ABAD, patent hakkının ihlali durumunda geçici hukuki korumayı güçlendiriyor

Rechtsanwalt  >  Gewerblicher Rechtsschutz  >  ABAD, patent hakkının ihlali durumunda geçici hukuki korumayı güçlendiriyor

Arbeitsrecht-Anwalt-Rechtsanwalt-Kanzlei-MTR Legal Rechtsanwälte
Steuerrecht-Anwalt-Rechtsanwalt-Kanzlei-MTR Legal Rechtsanwälte
Home-Anwalt-Rechtsanwalt-Kanzlei-MTR Legal Rechtsanwälte
Arbeitsrecht-Anwalt-Rechtsanwalt-Kanzlei-MTR Legal Rechtsanwälte

Yaratıcı potansiyel, bir şirketin başarısı için önemli bir yapı taşıdır. Bu nedenle, taklitçilere karşı korunmak için fikri mülkiyetin etkin bir şekilde korunması daha da önemlidir.

Fikri mülkiyetin kapsamlı bir şekilde korunmasını sağlamak için, Sınai Mülkiyet Hakları adı altında toplanan bir dizi ticari koruma hakkı vardır. Bunlar esasen marka hukuku, rekabet hukuku, telif hakkı ve patent hukukunu içerir, diye açıklıyor ekonomi hukuk firması MTR Rechtsanwälte.

Patent hukuku, teknik buluşların korunmasına hizmet eder. Bir patentin tescili sayesinde, sadece patent sahibine kullanım ve değerlendirme hakkı doğar. Avrupa Adalet Divanı, 28 Nisan 2022 tarihli (Az.: C-44/21) kararı ile patent hukukunun ihlali nedeniyle bir ihtiyati tedbirin, patentin en azından bir ilk derece itiraz veya geçersizlik sürecini atlatmamış olduğu gerekçesiyle reddedilemeyeceğini açıkça belirtti. Böylece Almanya’da patent uyuşmazlıklarında ihtiyati hukuki koruma yeniden daha iyi uygulanabilir hale geldi.

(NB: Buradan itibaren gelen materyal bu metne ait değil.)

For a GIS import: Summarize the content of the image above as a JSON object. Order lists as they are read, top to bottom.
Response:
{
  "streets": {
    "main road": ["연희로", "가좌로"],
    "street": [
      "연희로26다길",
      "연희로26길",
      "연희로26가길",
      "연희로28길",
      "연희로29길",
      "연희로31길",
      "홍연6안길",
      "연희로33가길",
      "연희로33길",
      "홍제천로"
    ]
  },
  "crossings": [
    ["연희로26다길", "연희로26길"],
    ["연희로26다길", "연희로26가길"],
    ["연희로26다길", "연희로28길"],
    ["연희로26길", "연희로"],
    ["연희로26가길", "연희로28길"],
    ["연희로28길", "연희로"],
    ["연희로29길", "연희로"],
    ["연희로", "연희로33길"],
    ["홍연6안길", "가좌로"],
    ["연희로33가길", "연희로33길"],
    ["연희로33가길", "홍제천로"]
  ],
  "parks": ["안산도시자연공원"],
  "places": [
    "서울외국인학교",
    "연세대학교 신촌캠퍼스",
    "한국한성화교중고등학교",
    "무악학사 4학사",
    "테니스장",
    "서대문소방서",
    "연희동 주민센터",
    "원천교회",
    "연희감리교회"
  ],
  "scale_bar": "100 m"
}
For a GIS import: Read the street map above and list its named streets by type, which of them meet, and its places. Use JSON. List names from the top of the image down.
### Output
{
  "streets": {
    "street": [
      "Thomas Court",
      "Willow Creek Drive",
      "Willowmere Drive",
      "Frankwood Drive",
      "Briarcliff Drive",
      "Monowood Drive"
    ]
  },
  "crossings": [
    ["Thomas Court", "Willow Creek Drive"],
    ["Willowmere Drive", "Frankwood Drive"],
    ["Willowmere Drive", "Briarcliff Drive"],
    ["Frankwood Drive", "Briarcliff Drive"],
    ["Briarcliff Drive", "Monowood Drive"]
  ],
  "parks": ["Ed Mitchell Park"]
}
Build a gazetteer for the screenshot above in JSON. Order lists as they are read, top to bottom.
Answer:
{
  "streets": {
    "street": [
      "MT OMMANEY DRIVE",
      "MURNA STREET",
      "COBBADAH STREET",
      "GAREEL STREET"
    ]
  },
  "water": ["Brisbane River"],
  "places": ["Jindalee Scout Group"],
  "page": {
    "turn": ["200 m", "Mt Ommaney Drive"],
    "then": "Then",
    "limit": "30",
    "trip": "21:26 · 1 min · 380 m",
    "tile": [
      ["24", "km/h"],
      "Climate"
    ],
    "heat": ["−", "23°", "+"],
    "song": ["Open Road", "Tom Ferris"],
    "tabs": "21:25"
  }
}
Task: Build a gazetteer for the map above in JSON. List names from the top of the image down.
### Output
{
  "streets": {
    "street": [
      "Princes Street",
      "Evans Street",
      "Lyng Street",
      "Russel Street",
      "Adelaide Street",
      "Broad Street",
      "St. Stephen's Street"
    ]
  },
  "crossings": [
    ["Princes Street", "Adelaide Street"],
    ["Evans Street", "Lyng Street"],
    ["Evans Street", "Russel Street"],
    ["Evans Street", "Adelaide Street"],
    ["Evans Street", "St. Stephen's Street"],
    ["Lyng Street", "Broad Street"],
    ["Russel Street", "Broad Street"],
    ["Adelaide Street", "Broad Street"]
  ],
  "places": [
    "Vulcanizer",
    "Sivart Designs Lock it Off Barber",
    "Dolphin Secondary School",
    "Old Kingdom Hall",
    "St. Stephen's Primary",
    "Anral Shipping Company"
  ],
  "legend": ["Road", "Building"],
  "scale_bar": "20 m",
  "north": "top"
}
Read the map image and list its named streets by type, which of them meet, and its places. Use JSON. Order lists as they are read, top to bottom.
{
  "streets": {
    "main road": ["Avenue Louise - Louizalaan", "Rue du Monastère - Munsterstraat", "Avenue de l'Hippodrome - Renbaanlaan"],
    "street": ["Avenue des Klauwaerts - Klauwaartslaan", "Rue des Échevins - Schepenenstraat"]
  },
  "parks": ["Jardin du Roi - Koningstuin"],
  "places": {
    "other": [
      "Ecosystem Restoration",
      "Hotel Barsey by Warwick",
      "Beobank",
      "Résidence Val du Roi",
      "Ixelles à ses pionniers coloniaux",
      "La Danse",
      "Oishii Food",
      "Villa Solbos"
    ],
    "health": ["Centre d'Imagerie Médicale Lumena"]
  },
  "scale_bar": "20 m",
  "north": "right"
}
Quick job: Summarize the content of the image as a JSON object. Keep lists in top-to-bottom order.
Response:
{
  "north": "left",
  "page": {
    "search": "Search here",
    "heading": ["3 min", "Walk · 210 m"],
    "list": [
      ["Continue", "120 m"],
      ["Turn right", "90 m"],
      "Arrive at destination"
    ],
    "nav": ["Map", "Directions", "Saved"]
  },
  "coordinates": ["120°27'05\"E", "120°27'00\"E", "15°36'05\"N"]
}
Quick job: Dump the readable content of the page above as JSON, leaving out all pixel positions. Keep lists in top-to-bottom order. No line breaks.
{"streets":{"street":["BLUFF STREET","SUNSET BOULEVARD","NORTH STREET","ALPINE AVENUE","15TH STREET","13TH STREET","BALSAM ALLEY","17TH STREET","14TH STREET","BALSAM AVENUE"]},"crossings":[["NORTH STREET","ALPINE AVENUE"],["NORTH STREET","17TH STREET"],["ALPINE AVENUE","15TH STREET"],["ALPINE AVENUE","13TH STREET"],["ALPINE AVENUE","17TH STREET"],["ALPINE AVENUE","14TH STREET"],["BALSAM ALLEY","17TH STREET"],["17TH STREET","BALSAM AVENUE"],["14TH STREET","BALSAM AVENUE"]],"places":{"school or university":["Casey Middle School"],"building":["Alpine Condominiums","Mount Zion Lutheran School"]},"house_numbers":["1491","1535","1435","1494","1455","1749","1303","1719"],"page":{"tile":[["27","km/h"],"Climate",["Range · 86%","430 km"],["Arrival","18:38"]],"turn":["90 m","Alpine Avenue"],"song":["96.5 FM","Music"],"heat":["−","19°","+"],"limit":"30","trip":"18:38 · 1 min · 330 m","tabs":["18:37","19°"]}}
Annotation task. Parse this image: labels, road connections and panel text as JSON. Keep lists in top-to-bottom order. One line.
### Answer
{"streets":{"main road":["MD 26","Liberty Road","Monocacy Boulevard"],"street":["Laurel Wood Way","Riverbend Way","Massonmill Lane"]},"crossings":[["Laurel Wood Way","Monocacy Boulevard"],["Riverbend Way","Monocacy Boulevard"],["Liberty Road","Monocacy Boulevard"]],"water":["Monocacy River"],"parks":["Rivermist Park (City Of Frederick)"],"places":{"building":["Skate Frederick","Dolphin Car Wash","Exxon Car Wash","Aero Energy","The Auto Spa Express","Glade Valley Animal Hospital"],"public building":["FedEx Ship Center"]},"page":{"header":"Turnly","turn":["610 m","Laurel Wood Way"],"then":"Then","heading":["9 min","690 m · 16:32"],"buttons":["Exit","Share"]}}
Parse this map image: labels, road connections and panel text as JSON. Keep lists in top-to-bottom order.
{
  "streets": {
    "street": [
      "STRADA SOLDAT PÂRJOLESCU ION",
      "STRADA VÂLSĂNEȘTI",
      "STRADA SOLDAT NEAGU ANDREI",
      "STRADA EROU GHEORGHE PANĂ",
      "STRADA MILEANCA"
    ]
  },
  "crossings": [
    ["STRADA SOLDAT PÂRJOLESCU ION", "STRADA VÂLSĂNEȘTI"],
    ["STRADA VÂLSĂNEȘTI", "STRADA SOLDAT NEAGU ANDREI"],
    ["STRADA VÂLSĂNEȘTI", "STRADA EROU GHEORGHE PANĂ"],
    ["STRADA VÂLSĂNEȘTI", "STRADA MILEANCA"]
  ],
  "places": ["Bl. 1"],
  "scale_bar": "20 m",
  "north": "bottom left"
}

Alman patent mahkemeleri, patent meselelerinde ihtiyati hukuki koruma konusunda daha temkinli karar verdi. Arka planda, mahkemelerin, tartışmalı patentin hukuki dayanıklılığına emin olamadıkları durumda ihtiyati önlemler almaktan kaçınmak istemeleri yatmaktadır. Bu uygulamaya AAD (Avrupa Adalet Divanı) karşı çıktı. AAD, bir ilk derece itiraz veya geçersizlik sürecinde kendini kanıtlamamış tartışmalı bir patent olduğunda, patent ihlali vakalarında ihtiyati tedbirleri prensip olarak reddeden birkaç üst mahkemenin içtihadının Avrupa hukuku ile çeliştiğini açıkça belirtti.

Bugüne kadar birçok üst mahkeme, sözde bir patent hakkı ihlalinden dolayı bir ihtiyati tedbir kararı çıkarmanın yeterli olmadığını, ilgili patent dairesi tarafından bir patent verildiği kadar kolay olmadığını düşündü. Patent ofisince patentlenebilirliğin teknik incelemesinin yanı sıra patentlenebilirliği doğrulayan bir belgelemenin de yapılması gerektiğini talep ettiler.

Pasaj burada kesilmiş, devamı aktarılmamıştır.